## ASSIGNMENT
Report only how many lines of the entries below contain the string "dash".

[Collected data entries]
........
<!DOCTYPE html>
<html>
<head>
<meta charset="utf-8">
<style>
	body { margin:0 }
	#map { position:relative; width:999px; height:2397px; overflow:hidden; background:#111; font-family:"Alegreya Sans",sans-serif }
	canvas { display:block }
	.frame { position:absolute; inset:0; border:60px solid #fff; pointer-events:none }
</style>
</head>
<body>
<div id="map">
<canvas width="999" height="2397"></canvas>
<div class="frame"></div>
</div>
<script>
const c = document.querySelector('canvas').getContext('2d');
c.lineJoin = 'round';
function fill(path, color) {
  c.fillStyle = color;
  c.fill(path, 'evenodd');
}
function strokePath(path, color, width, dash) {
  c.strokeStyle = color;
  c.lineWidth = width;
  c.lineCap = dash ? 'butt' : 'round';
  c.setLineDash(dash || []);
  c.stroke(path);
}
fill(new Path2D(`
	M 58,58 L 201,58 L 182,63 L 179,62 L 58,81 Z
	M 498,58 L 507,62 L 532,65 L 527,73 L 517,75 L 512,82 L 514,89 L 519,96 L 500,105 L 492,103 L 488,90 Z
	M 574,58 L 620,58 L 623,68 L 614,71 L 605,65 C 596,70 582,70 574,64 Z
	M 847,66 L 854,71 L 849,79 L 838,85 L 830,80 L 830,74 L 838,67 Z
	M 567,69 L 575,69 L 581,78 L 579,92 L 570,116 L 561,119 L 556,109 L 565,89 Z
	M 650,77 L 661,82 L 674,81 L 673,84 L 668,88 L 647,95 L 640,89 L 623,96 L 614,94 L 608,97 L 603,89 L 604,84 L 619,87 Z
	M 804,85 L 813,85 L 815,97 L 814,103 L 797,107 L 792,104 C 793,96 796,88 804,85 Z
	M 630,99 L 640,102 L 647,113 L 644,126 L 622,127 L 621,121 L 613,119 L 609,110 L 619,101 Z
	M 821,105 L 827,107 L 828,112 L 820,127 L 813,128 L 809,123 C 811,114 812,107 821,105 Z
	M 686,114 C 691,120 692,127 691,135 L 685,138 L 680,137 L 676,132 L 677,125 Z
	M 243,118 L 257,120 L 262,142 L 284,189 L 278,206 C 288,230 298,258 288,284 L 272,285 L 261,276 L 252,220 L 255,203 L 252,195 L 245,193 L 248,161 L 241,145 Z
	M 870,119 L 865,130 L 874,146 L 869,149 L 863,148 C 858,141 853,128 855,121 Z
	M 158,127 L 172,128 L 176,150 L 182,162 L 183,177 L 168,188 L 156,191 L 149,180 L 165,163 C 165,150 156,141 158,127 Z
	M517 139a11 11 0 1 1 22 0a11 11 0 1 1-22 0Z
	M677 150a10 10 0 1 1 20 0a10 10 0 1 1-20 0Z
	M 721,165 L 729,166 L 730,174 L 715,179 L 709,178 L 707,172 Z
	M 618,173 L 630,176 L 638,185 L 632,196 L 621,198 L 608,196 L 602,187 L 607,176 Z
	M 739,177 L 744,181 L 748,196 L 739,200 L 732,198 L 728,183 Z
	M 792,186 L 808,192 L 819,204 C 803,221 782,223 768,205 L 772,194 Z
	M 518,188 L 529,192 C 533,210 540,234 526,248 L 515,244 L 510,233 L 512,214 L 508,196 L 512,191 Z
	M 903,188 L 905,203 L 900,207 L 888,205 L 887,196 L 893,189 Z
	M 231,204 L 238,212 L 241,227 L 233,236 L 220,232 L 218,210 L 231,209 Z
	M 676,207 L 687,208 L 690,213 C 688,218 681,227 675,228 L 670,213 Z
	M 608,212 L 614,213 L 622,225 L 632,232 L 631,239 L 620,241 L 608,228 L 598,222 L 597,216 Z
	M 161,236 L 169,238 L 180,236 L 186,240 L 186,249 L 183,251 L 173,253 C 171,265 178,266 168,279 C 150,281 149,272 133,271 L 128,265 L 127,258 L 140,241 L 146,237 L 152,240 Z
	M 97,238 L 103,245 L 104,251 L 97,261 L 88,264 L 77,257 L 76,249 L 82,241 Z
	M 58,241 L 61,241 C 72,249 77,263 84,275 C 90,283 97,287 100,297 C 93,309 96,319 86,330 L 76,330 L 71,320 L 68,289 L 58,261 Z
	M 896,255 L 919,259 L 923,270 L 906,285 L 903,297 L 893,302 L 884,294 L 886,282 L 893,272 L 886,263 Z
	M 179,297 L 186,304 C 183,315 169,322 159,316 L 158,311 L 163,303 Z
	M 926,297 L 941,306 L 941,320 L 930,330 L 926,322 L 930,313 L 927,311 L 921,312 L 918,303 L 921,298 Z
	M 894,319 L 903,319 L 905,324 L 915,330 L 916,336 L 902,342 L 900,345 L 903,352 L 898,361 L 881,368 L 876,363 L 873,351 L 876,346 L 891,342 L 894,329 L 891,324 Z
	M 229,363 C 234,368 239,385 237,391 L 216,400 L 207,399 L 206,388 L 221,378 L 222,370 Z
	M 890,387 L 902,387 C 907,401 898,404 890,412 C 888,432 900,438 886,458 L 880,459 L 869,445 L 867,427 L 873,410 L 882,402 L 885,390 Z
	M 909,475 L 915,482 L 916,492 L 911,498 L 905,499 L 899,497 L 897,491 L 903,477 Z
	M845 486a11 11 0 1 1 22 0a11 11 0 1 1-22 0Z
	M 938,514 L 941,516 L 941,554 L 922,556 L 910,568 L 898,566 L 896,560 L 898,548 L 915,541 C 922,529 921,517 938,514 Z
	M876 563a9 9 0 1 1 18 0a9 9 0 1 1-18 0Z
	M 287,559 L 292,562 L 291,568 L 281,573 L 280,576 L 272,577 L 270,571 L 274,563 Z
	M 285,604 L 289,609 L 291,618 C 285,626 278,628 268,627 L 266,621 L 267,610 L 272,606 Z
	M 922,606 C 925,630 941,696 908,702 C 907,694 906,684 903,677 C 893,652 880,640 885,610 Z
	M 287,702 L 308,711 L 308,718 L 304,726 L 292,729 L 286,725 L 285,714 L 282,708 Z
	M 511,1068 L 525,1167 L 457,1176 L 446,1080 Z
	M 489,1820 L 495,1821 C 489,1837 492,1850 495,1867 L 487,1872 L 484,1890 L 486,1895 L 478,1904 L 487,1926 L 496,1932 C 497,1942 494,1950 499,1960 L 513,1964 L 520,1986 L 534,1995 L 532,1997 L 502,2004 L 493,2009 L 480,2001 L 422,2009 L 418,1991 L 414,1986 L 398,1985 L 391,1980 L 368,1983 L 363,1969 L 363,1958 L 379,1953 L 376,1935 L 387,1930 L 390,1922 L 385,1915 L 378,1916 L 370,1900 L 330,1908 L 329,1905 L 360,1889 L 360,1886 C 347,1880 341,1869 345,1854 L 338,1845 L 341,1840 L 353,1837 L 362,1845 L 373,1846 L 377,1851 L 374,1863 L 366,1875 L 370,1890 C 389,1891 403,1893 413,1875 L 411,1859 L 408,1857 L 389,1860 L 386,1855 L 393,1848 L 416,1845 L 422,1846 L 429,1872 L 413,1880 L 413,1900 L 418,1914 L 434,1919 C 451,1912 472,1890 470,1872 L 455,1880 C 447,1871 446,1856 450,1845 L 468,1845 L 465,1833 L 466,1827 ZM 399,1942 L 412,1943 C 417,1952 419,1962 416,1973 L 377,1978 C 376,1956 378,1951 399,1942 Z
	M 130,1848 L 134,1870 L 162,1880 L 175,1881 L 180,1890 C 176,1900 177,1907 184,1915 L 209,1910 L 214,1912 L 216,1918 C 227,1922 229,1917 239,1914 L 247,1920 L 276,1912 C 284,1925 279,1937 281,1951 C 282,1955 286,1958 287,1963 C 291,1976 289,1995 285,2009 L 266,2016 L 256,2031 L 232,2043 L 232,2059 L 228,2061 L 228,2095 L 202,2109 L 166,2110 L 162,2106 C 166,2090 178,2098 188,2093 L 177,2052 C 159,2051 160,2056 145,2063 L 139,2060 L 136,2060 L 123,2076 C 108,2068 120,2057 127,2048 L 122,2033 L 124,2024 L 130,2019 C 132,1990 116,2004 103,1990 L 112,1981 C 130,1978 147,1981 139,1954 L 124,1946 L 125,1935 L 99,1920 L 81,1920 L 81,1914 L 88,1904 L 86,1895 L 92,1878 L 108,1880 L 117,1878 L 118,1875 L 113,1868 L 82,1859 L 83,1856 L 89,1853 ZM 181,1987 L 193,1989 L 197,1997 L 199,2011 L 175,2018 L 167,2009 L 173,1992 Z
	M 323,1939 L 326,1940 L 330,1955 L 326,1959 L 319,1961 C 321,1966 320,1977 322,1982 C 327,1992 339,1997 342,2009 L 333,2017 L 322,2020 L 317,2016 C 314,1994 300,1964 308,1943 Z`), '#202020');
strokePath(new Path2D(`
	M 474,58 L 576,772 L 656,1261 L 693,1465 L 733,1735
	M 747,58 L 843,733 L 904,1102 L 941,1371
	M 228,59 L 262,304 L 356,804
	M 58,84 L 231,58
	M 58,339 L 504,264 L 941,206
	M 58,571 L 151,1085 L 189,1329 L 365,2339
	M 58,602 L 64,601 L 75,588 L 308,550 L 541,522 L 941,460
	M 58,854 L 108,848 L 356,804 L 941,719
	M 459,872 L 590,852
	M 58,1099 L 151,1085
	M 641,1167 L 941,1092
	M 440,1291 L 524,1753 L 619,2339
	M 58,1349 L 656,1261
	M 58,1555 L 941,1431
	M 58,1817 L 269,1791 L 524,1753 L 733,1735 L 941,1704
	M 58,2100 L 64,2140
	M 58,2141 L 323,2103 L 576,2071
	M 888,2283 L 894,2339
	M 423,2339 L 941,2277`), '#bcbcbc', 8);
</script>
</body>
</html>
........
## OUTPUT OF THE TASK
3